Cota racial x cota social
A situação se repetiu também em outra comparação de cotistas da rede pública. Contrastando as notas de corte de autodeclarados negros, pardos e indígenas com as notas de cortes dos cotistas que não entraram na cota racial, mas sim na de alunos de baixa renda, os números mostram que esses últimos também tiveram nota mais alta em 2.094 de 3.447 cursos analisados, ou 61% do total.
Se for acrescentado o viés da renda baixa, os números revelam que, entre todos os alunos de escola pública provenientes de famílias com renda per capita de até 1,5 salário mínimo, os candidatos que se declaram negros, pardos ou indígenas tiveram nota mínima de aprovação abaixo dos não negros em 82% dos cursos verificados.
“Quando você fala na questão racial, você transcende o viés socioeconômico. Nas instituições de ensino, sejam públicas ou privadas, existe desvantagem para o estudante negro”, afirma Nelson Fernando Inocêncio da Silva, coordenador do Núcleo de Estudos Afro-Brasileiros (Neab) da Universidade de Brasília (UnB).
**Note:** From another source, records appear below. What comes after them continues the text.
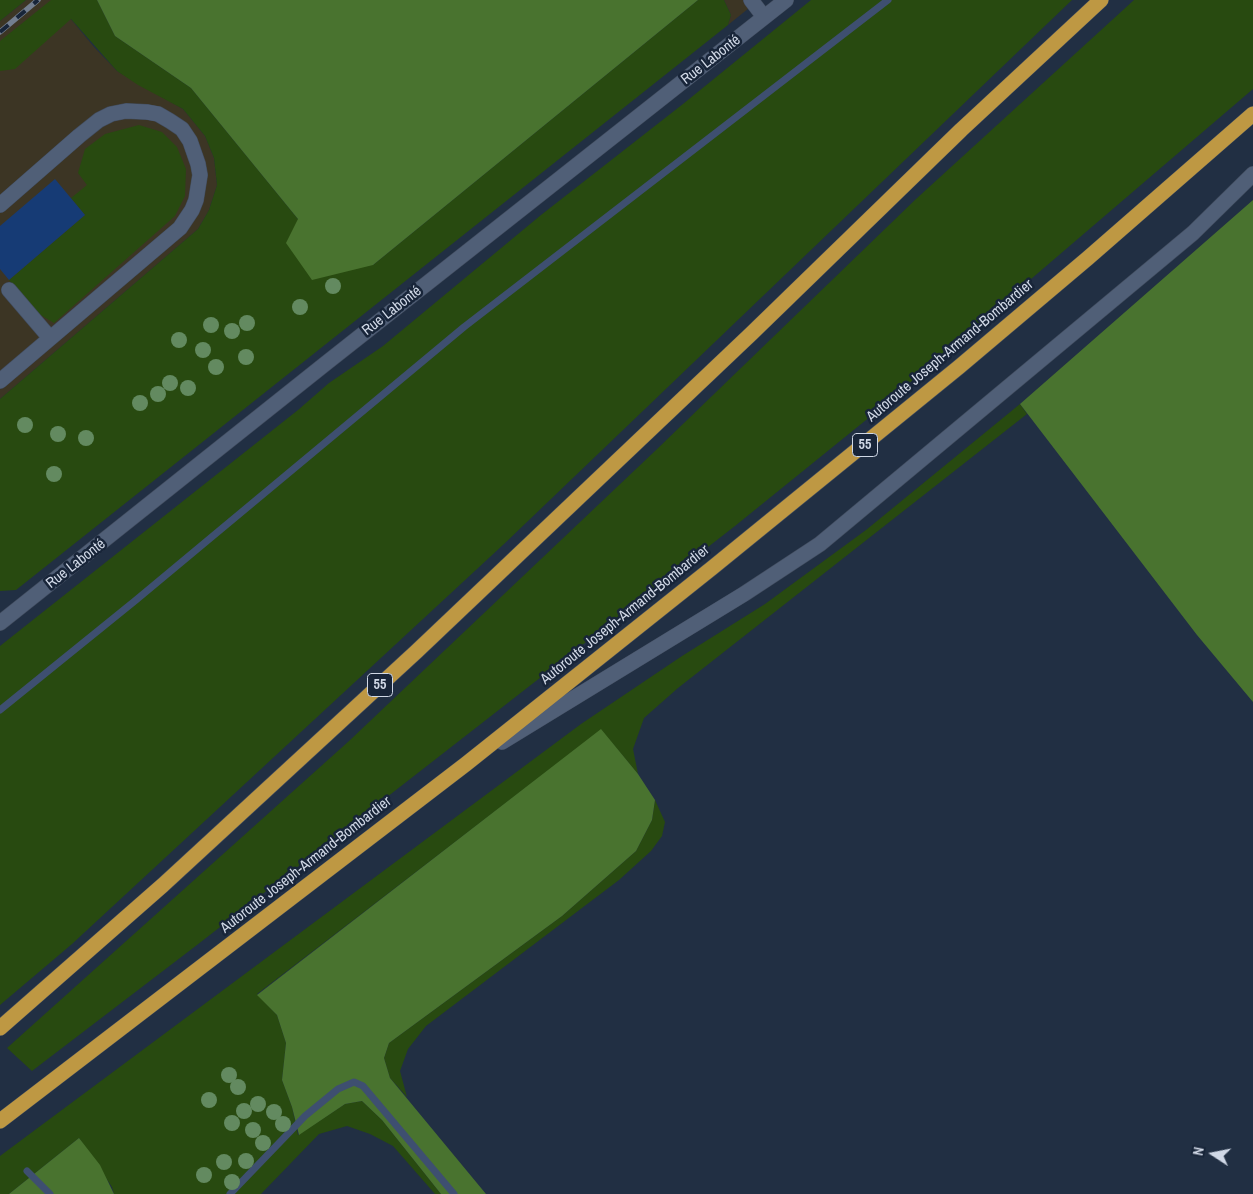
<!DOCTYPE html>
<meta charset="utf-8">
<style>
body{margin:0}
#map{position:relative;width:1253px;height:1194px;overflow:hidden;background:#212f43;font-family:"Archivo Narrow",sans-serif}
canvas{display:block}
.north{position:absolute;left:1188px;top:1129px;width:50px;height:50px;-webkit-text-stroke:4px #182539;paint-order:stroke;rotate:281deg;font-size:14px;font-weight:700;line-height:20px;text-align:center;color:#d0d8e6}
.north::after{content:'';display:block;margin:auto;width:18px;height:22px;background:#d0d8e6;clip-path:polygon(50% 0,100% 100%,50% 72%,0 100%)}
</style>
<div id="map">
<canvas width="1253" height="1194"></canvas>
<div class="north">N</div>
</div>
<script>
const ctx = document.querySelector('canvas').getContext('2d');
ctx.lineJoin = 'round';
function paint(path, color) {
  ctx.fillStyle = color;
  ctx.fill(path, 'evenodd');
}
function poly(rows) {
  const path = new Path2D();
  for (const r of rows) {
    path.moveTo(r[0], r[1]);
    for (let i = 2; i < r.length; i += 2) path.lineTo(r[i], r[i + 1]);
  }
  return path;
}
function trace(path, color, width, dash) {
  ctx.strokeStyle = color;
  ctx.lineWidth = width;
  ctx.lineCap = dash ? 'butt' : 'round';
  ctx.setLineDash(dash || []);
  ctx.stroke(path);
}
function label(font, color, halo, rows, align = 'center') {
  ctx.font = font + ' "Archivo Narrow",sans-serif';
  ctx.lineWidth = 5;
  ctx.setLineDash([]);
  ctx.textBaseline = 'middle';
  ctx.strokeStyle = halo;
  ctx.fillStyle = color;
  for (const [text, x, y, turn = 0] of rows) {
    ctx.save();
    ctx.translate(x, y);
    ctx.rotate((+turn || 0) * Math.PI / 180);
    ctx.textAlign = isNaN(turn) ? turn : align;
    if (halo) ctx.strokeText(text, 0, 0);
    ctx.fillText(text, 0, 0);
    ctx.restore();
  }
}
paint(poly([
 [26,0,55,0,94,47,117,71,183,109,205,136,214,158,217,185,209,210,198,229,0,399,0,21],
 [724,0,759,0,728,25,731,15]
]), '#3c3524');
paint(poly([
 [0,0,26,0,0,21],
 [51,0,97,0,115,36,191,88,298,219,373,265,698,0,724,0,731,15,728,25,16,590,0,591,0,399,198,229,209,210,217,185,214,158,205,136,183,109,138,85,117,71,71,19,15,69,0,71,0,41],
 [811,0,1072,0,504,544,72,944,0,1005,0,646,298,410,329,383,383,346,541,215,683,104],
 [1134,0,1253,0,1253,89,871,416,735,526,197,945,32,1071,7,1048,349,741,655,451,916,199],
 [139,125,162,132,177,147,186,169,185,196,175,216,54,323,34,311,9,280,85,215,71,198,87,185,78,173,85,149,105,134],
 [1020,404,1027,414,678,688,644,718,633,749,638,774,601,730,257,994,277,1015,286,1043,282,1080,292,1107,298,1135,345,1104,362,1101,382,1120,441,1194,435,1194,393,1146,370,1134,347,1126,319,1134,261,1194,114,1194,112,1187,79,1138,9,1194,0,1194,0,1156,581,724,682,656,765,604,866,530],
 [655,800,665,822,662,836,651,851,619,880,426,1026,408,1049,400,1071,407,1097,390,1078,384,1058,389,1043,562,916,636,851,652,820]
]), '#284a10');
paint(poly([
 [97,0,698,0,373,265,312,280,286,243,298,219,191,88,115,36],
 [1253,200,1253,702,1197,635,1020,404],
 [601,729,638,774,655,800,652,820,636,851,562,916,389,1043,384,1058,390,1078,486,1194,441,1194,382,1120,362,1101,345,1104,299,1135,292,1107,282,1080,286,1043,277,1015,257,995],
 [79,1138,100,1165,114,1194,9,1194]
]), '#49732f');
trace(poly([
 [0,710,136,600,464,327,888,0],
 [27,1171,50,1194],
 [230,1194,305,1116,338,1089,354,1082,363,1086,454,1194]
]), '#3e4f70', 7);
paint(poly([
 [55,179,85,215,9,280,0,269,0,226]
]), '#163b75');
const minor = poly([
 [751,0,764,17],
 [0,205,79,136,99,120,111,114,126,111,147,112,158,114,170,121,182,129,190,141,198,164,200,175,196,200,192,210,180,228,0,381],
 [9,290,50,338],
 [0,623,325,364,786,0],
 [502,742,744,594,820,544,1193,233,1253,174]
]);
const highway = poly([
 [0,1028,163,885,417,651,752,333,961,130,1101,0],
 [0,1121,466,764,712,568,959,367,1088,258,1253,114]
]);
trace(minor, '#414c5e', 16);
trace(highway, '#414c5e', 16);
trace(minor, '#505f77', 15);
trace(highway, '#be9843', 15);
const rail = poly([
 [0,32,38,0]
]);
trace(rail, '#737e8f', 5.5);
trace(rail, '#182539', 4, [11]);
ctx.fillStyle = '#638a60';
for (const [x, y] of [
 [333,286],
 [300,307],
 [247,323],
 [211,325],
 [232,331],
 [179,340],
 [203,350],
 [246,357],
 [216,367],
 [170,383],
 [188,388],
 [158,394],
 [140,403],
 [25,425],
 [58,434],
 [86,438],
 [54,474],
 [229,1075],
 [238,1087],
 [209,1100],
 [258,1104],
 [244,1111],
 [274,1112],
 [232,1123],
 [283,1124],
 [253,1130],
 [263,1143],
 [246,1161],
 [224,1162],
 [204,1175],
 [232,1182]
]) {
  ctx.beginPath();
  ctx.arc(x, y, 8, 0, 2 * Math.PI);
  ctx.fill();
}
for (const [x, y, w] of [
 [865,445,25],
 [380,685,25]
]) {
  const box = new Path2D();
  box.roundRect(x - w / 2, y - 11.5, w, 23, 4);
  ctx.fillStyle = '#182539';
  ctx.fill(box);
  trace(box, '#d0d8e6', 1);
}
label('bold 14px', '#d0d8e6', null, [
 ["55",865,445],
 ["55",380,685]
]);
label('15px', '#d0d8e6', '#182539', [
 ["Rue Labonté",711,60,-38],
 ["Rue Labonté",392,311,-38],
 ["Autoroute Joseph-Armand-Bombardier",950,351,-40],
 ["Rue Labonté",76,564,-38],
 ["Autoroute Joseph-Armand-Bombardier",625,615,-39],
 ["Autoroute Joseph-Armand-Bombardier",306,865,-38]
]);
</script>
Segundo ele, o currículo no qual o ensino está baseado atualmente é eurocêntrico. “Hoje as pessoas vão para a escola para aprender como europeus e brancos foram capazes de criar, e como outros segmentos sociais ficaram como coadjuvantes nessa história, como se não fossem capazes de produzir saber.” Para Inocêncio, não se pode “dissociar o desempenho escolar da autoestima”.
Outro fator que também pode influenciar a nota e a concorrência de cada modalidade de cota é a escolaridade dos pais. Na UnB, de acordo com o professor do Neab, os questionários socioeconômicos respondidos pelos candidatos ingressantes na instituição mostram que os pais dos calouros não negros são mais escolarizados que os pais dos negros.
“Entre os meus alunos negros que se graduaram, mesmo nos cursos de baixa demanda, muitos dizem que são a primeira pessoa da família a concluir a graduação”, diz Inocêncio.
A lei federal de cotas que entrou em vigor em 2012 prevê que, até o início de 2016, 50% de todas as vagas de instituições federais de ensino superior sejam reservadas para alunos da rede pública.
Dentro desse grupo de vagas, metade se refere à cota para alunos com renda familiar per capita de até 1,5 salário mínimo e uma porcentagem será distribuída entre os estudantes que se declarem negros, pardos ou indígenas. Essa porcentagem é diferente em cada estado, porque deve ser equivalente à população negra, parda e indígena indicada no Censo mais recente do Instituto Brasileiro de Geografia e Estatística (IBGE).